Source records
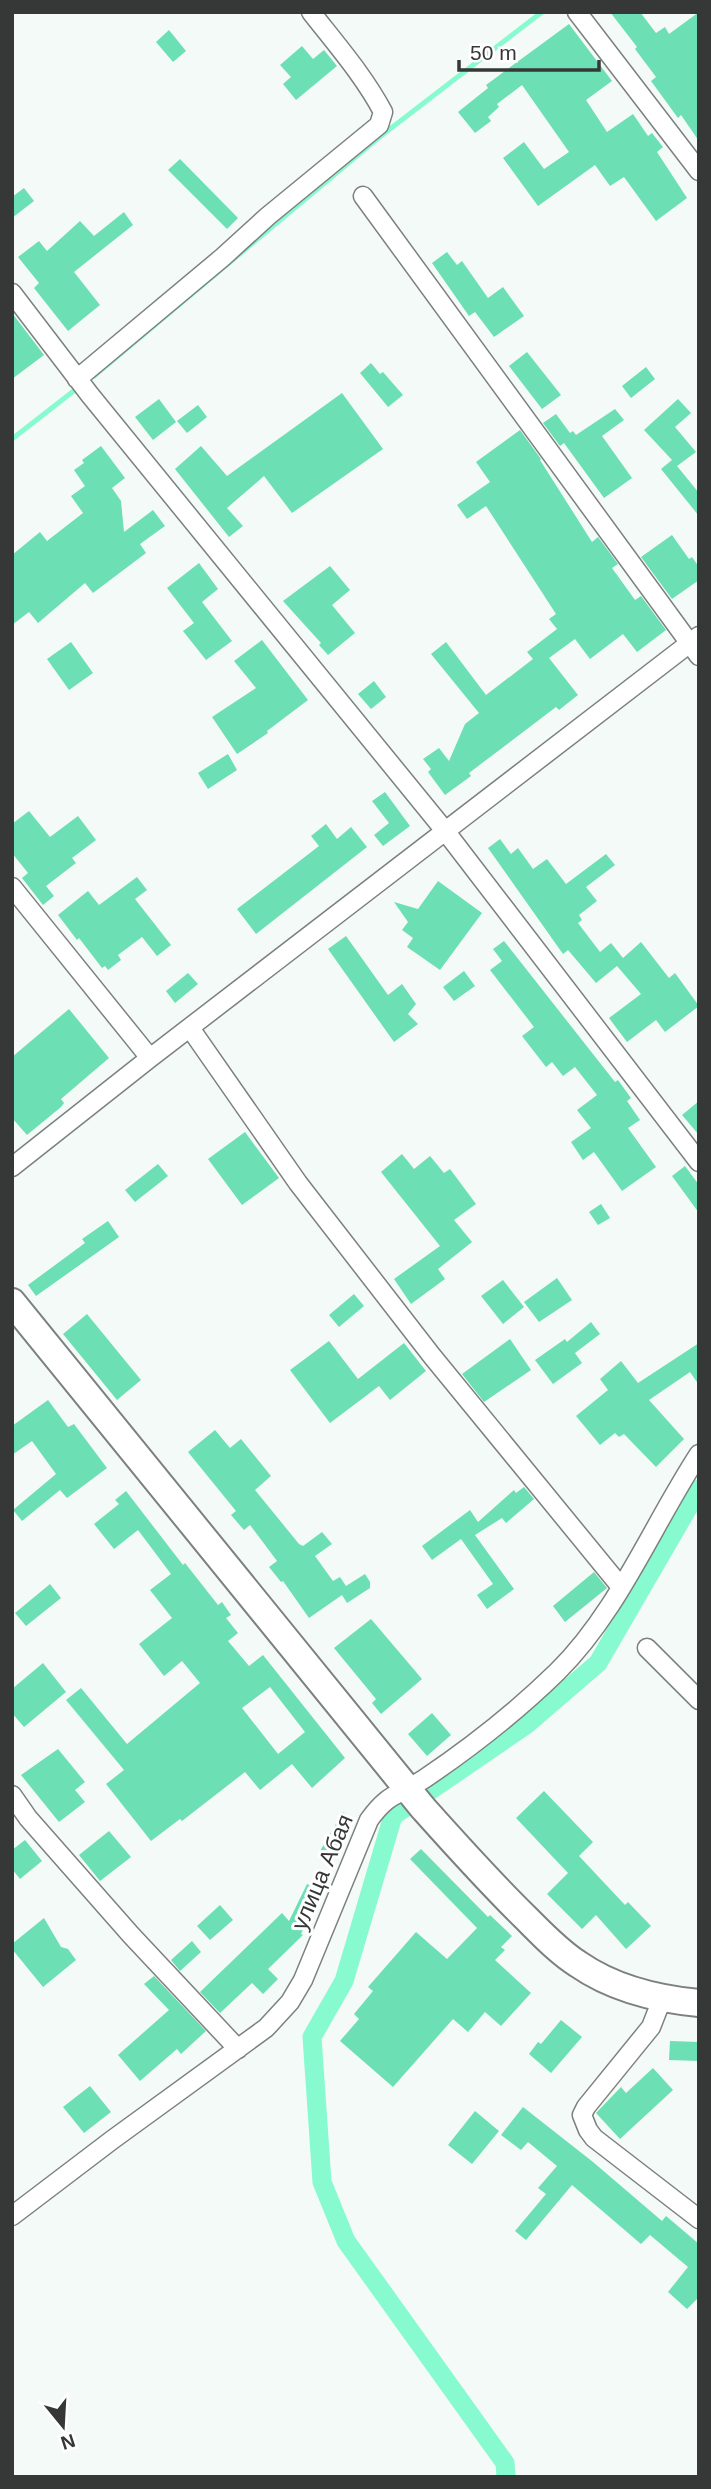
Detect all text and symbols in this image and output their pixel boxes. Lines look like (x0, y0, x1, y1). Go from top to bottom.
scale bar (459, 28, 599, 72)
text: 50 m (470, 41, 517, 64)
street label: улица Абая (286, 1810, 358, 1934)
north arrow (28, 2391, 98, 2461)
text: N (58, 2430, 78, 2454)

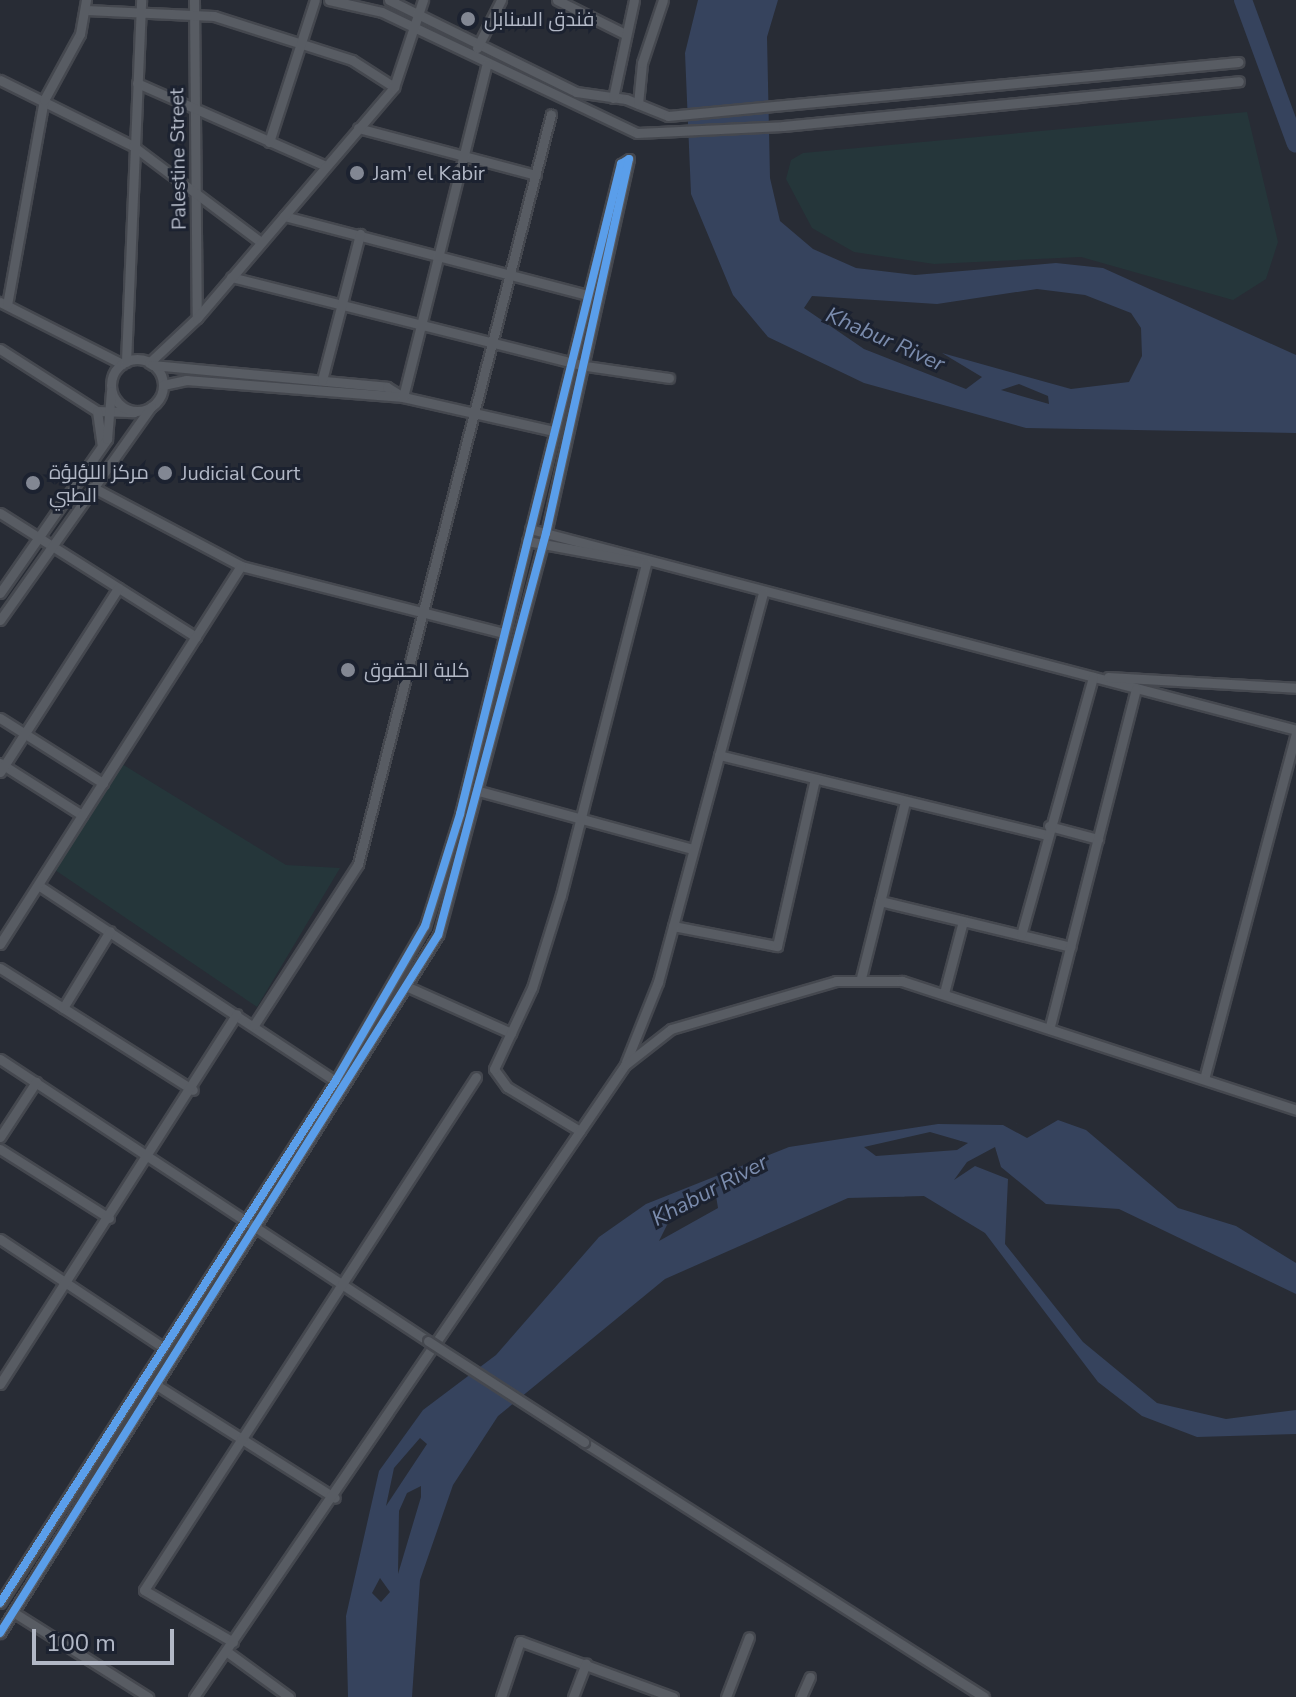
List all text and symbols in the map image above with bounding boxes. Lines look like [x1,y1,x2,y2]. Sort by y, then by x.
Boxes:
place label: فندق السنابل [484,7,594,31]
marker: فندق السنابل [459,10,477,28]
street label: Palestine Street [165,88,191,230]
place label: Jam' el Kabir [373,161,485,185]
marker: Jam' el Kabir [348,164,366,182]
water label: Khabur River [822,302,948,378]
place label: مركز اللؤلؤة الطبي [49,460,149,507]
place label: Judicial Court [181,461,300,485]
marker: Judicial Court [156,464,174,482]
marker: مركز اللؤلؤة الطبي [24,474,42,492]
place label: كلية الحقوق [364,658,470,682]
marker: كلية الحقوق [339,661,357,679]
water label: Khabur River [648,1149,772,1233]
scale bar [36,1613,178,1663]
text: 100 m [46,1627,116,1659]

**Assignment**
All entries should be given again exactly, except that pictures are to be excluded.

**Output**
Detect all text and symbols in this image and output their pixel boxes. Lines look like (x0, y0, x1, y1). Go from top to bottom.
scale bar (459, 28, 599, 72)
text: 50 m (470, 41, 517, 64)
street label: улица Абая (286, 1810, 358, 1934)
north arrow (28, 2391, 98, 2461)
text: N (58, 2430, 78, 2454)

List all text and symbols in the map image above with bounding boxes. Lines look like [x1,y1,x2,y2]. Sort by y, then by x.
Boxes:
place label: فندق السنابل [484,7,594,31]
marker: فندق السنابل [459,10,477,28]
street label: Palestine Street [165,88,191,230]
place label: Jam' el Kabir [373,161,485,185]
marker: Jam' el Kabir [348,164,366,182]
water label: Khabur River [822,302,948,378]
place label: مركز اللؤلؤة الطبي [49,460,149,507]
place label: Judicial Court [181,461,300,485]
marker: Judicial Court [156,464,174,482]
marker: مركز اللؤلؤة الطبي [24,474,42,492]
place label: كلية الحقوق [364,658,470,682]
marker: كلية الحقوق [339,661,357,679]
water label: Khabur River [648,1149,772,1233]
scale bar [36,1613,178,1663]
text: 100 m [46,1627,116,1659]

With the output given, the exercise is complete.